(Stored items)
============================================================
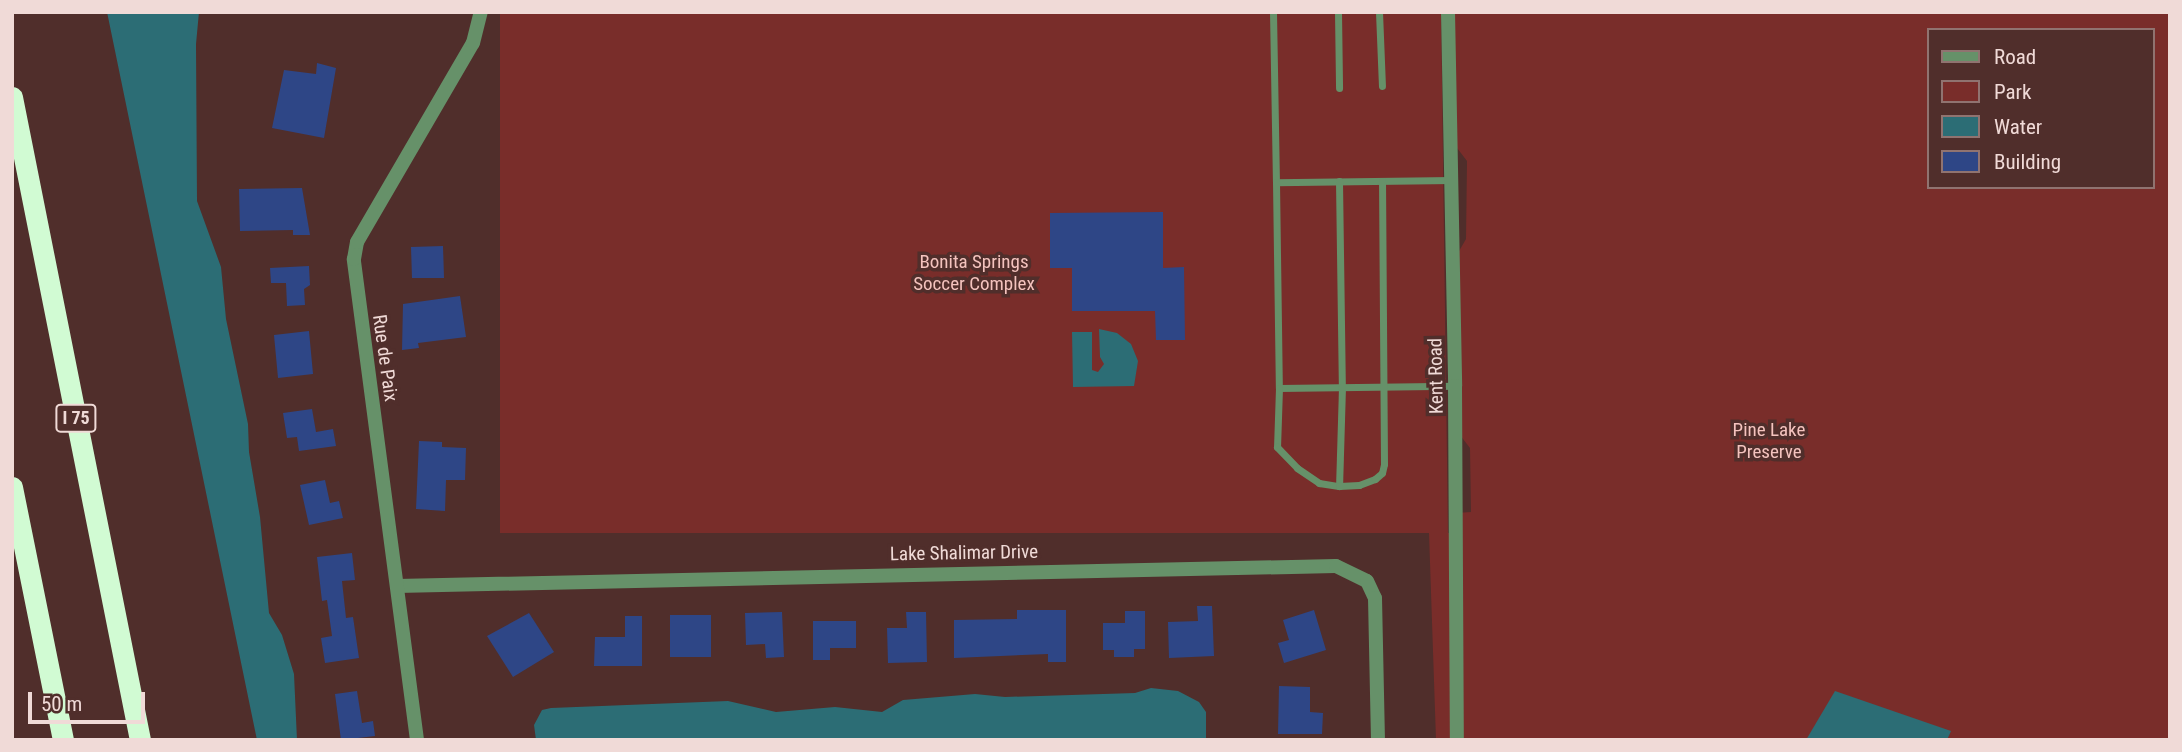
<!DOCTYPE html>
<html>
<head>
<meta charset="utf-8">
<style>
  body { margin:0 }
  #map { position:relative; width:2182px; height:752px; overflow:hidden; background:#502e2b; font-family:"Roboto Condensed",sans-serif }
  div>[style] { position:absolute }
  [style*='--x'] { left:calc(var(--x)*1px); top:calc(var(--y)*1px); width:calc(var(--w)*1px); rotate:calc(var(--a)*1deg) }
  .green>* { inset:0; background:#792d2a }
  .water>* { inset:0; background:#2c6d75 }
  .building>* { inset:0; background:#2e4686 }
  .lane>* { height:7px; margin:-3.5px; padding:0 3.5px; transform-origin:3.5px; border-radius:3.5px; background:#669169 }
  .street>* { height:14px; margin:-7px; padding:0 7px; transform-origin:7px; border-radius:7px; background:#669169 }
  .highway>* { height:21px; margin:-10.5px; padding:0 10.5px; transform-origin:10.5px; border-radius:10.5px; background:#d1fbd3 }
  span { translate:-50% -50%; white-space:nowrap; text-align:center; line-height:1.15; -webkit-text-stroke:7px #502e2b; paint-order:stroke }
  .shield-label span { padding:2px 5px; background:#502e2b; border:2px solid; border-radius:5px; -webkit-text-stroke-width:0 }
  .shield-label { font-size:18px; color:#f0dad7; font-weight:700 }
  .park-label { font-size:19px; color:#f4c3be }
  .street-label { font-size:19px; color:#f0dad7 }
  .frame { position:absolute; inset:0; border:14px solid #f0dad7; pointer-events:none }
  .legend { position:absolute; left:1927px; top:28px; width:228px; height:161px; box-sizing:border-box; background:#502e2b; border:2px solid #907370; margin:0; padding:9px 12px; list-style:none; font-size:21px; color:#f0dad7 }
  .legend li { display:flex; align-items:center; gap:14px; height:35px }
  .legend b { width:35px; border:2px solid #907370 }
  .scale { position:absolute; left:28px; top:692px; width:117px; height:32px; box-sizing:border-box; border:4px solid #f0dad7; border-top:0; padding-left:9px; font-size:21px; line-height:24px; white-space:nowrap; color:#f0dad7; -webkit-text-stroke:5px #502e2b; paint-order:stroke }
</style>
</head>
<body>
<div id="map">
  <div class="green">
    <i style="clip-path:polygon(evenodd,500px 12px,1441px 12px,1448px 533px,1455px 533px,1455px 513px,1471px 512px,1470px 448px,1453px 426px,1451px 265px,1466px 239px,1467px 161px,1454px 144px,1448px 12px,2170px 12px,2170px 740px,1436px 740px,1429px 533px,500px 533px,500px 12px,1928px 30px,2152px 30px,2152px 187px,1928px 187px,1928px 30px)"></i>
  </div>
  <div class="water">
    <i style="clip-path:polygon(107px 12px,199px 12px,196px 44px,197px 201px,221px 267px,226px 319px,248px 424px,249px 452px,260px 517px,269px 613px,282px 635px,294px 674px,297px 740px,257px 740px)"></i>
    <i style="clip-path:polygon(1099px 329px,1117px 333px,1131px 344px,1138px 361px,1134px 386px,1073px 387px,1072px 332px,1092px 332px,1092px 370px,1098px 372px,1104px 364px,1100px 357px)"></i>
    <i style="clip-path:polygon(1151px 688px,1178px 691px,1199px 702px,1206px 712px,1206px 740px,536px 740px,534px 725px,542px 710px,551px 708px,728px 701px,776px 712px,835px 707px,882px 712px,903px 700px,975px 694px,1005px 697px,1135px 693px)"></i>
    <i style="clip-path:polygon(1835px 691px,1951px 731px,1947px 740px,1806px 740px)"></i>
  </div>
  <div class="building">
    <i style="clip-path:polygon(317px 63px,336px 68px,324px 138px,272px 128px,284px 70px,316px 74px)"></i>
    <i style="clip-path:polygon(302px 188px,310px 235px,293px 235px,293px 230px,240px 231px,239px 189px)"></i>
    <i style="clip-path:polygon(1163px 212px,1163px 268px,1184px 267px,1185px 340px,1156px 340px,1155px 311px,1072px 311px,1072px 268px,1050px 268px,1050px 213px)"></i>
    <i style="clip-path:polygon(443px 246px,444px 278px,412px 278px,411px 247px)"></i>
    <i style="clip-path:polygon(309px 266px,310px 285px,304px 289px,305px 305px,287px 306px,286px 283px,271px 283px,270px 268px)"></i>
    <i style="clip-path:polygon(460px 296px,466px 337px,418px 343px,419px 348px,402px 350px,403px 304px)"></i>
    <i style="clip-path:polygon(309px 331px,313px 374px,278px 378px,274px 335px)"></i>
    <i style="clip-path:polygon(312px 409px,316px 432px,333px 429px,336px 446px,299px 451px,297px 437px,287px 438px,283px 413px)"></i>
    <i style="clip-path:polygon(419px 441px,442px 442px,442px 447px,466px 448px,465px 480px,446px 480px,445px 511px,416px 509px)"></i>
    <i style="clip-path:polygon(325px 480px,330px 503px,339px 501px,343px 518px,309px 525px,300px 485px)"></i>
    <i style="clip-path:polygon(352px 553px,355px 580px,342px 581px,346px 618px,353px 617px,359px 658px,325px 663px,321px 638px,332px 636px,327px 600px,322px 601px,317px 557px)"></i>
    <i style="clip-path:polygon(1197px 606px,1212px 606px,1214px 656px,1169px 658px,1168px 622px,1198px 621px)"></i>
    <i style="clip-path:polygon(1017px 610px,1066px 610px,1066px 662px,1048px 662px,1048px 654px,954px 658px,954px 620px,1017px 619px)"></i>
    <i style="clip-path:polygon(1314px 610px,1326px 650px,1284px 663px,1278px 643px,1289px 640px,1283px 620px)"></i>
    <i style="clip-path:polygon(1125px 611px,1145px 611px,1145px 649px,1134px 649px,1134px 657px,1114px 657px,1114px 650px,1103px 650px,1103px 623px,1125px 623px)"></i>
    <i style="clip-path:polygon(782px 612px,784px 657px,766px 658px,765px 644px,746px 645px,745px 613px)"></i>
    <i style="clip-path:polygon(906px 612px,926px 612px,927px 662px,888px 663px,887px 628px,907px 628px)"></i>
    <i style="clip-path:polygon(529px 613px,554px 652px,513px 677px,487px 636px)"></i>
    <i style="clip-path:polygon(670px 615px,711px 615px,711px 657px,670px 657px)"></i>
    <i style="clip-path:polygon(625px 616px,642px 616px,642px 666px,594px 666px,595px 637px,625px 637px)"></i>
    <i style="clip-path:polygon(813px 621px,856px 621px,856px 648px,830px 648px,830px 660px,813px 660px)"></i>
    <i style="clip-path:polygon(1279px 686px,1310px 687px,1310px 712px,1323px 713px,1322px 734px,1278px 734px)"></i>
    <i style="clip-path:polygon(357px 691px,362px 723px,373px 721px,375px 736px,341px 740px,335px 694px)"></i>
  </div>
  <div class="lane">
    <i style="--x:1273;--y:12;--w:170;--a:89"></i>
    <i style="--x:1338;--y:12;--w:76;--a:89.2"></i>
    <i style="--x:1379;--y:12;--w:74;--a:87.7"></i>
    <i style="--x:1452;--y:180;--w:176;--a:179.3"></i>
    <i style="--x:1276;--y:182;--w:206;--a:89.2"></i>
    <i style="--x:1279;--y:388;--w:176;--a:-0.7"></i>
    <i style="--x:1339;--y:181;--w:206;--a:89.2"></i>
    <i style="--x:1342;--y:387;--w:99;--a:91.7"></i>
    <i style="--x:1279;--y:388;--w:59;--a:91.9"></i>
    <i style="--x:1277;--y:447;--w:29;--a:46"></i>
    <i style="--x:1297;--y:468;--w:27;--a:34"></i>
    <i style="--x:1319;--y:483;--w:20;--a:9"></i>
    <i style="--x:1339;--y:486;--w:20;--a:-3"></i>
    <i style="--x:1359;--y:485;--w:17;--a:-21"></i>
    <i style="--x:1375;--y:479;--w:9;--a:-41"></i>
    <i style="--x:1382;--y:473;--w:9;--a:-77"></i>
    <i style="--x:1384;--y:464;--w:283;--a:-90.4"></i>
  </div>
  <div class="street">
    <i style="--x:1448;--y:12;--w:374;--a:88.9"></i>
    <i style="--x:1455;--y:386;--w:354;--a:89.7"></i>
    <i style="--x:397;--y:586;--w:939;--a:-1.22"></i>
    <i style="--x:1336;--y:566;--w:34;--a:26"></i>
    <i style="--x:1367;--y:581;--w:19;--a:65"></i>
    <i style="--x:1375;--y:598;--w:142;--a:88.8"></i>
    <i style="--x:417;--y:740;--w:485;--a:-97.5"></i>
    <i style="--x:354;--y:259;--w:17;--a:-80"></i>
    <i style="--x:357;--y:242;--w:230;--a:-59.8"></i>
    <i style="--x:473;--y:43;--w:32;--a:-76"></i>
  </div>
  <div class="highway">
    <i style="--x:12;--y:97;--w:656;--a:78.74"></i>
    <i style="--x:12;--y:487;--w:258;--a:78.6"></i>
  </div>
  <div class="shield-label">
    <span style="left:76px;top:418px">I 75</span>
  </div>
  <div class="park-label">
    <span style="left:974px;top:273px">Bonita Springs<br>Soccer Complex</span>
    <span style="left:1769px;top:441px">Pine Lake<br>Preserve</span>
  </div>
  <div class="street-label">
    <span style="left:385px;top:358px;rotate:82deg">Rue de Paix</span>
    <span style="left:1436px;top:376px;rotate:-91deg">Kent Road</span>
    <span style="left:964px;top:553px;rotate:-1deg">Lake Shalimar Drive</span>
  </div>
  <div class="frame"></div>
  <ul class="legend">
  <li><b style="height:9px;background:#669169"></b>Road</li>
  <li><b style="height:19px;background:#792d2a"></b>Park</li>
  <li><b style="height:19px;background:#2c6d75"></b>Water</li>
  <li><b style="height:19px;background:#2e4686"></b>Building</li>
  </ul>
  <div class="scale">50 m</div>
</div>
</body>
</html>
============================================================
YOUR TASK => Every line from the line containing "688px,1178px 691px,1199px 702px,1206px" through the line containing "610px,1326px 650px,1284px 663px,1278px" in the records above must be retyped exactly. Leave out the rest.

RESULT OF THE TASK =>
    <i style="clip-path:polygon(1151px 688px,1178px 691px,1199px 702px,1206px 712px,1206px 740px,536px 740px,534px 725px,542px 710px,551px 708px,728px 701px,776px 712px,835px 707px,882px 712px,903px 700px,975px 694px,1005px 697px,1135px 693px)"></i>
    <i style="clip-path:polygon(1835px 691px,1951px 731px,1947px 740px,1806px 740px)"></i>
  </div>
  <div class="building">
    <i style="clip-path:polygon(317px 63px,336px 68px,324px 138px,272px 128px,284px 70px,316px 74px)"></i>
    <i style="clip-path:polygon(302px 188px,310px 235px,293px 235px,293px 230px,240px 231px,239px 189px)"></i>
    <i style="clip-path:polygon(1163px 212px,1163px 268px,1184px 267px,1185px 340px,1156px 340px,1155px 311px,1072px 311px,1072px 268px,1050px 268px,1050px 213px)"></i>
    <i style="clip-path:polygon(443px 246px,444px 278px,412px 278px,411px 247px)"></i>
    <i style="clip-path:polygon(309px 266px,310px 285px,304px 289px,305px 305px,287px 306px,286px 283px,271px 283px,270px 268px)"></i>
    <i style="clip-path:polygon(460px 296px,466px 337px,418px 343px,419px 348px,402px 350px,403px 304px)"></i>
    <i style="clip-path:polygon(309px 331px,313px 374px,278px 378px,274px 335px)"></i>
    <i style="clip-path:polygon(312px 409px,316px 432px,333px 429px,336px 446px,299px 451px,297px 437px,287px 438px,283px 413px)"></i>
    <i style="clip-path:polygon(419px 441px,442px 442px,442px 447px,466px 448px,465px 480px,446px 480px,445px 511px,416px 509px)"></i>
    <i style="clip-path:polygon(325px 480px,330px 503px,339px 501px,343px 518px,309px 525px,300px 485px)"></i>
    <i style="clip-path:polygon(352px 553px,355px 580px,342px 581px,346px 618px,353px 617px,359px 658px,325px 663px,321px 638px,332px 636px,327px 600px,322px 601px,317px 557px)"></i>
    <i style="clip-path:polygon(1197px 606px,1212px 606px,1214px 656px,1169px 658px,1168px 622px,1198px 621px)"></i>
    <i style="clip-path:polygon(1017px 610px,1066px 610px,1066px 662px,1048px 662px,1048px 654px,954px 658px,954px 620px,1017px 619px)"></i>
    <i style="clip-path:polygon(1314px 610px,1326px 650px,1284px 663px,1278px 643px,1289px 640px,1283px 620px)"></i>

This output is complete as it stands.